Take, for example, Grassley’s partnership with Cleveland Clinic cardiologist Steven Nissen and their joint campaign against the GSK diabetes drug Avandia. There’s been a fair amount of news over the past couple of years describing the controversy over Avandia (see here, here, and here for examples). The drug appears to work wonders for the treatment of Type II diabetes, but research conducted by Dr. Nissen indicates that it also leads to a significant elevated risk of cardiovascular events, such as heart attack and stroke. Nissen was a key source for a February 2010 Senate Finance Committee report condemning Avandia, which was instigated by Grassley, and both men think that Avandia should be pulled from the market. They would have gotten away with it too, except that lots of patients actually taking the drug have decided that the huge health benefits associated with controlling their diabetes far outweigh the higher cardiac risk. They demanded to have continued access to the drug. So, last month, FDA decided to keep Avandia on the market, but place heavy restrictions on its use. Nissen said that “more than 99 percent of Avandia use in the U.S. will disappear” because of the restrictions.

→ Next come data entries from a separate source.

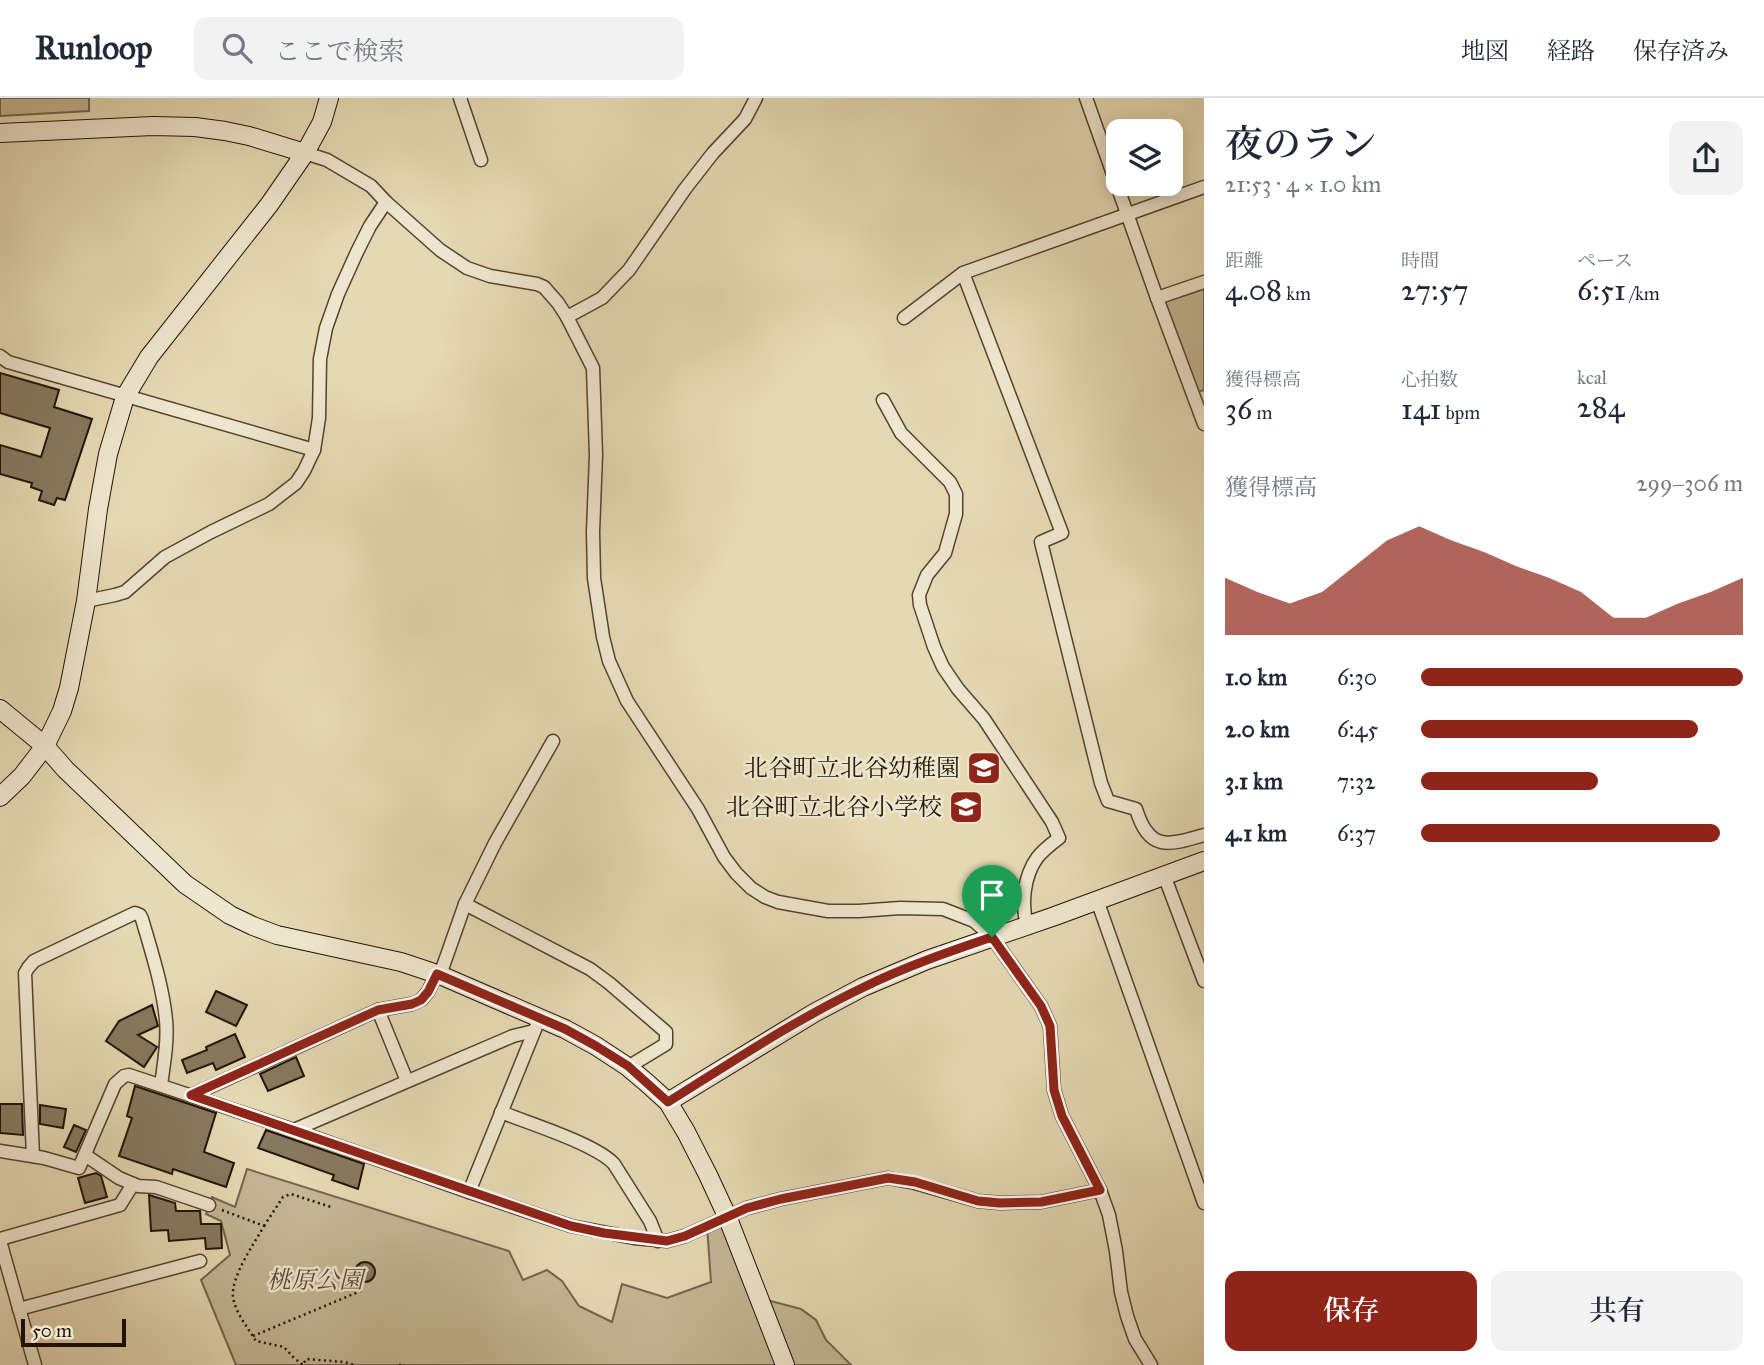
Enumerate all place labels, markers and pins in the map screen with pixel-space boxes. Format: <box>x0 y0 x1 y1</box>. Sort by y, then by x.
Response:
school or university icon: 北谷町立北谷幼稚園 <box>965 749 1003 787</box>
place label: 北谷町立北谷幼稚園 <box>744 753 960 783</box>
school or university icon: 北谷町立北谷小学校 <box>947 788 985 826</box>
place label: 北谷町立北谷小学校 <box>726 792 942 822</box>
pin <box>962 865 1022 937</box>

So, where’s the hypocricy? It turns out that Nissen just happens to be one of the investigators on a study purporting to show that Avandia’s closest competitor, Takeda Pharmaceutical’s drug Actos, is superior to Avandia because it doesn’t increase cardiac risk. And, as it turns out, Takeda provided $25,000 in funding to Nissen’s Cleveland Clinic team to conduct the Actos study. As my 5-year-old son, who is newly taken with episodes of the classic cartoon Scooby-Doo, might say … “Ruh-Roh!” The golden boy, upon whose research Grassley’s crusade against Avandia has been built, has taken funding from a GSK competitor to conduct research that boosts Actos over Avandia. Can you say “conflict of interest”, boys and girls?
Now, just to be clear, I want to explain that Steven Nissen is a highly regarded scientist, and there appears to be no good reason to believe his research on Avandia or Actos has actually been biased by the funding from Takeda. (Although the kind of meta-analysis Nissen used to study Avandia has inherent methodological weaknesses that make the findings suspect. But that’s an argument for another day.) So, it’s not entirely inappropriate for either the FDA or Charles Grassley to listen to what Nissen has to say. But, for someone like Chuck Grassley who’s been riding a hobby horse against financial conflicts of interest in the pharmaceutical industry, the arrangement ought to have come under a bit more scrutiny.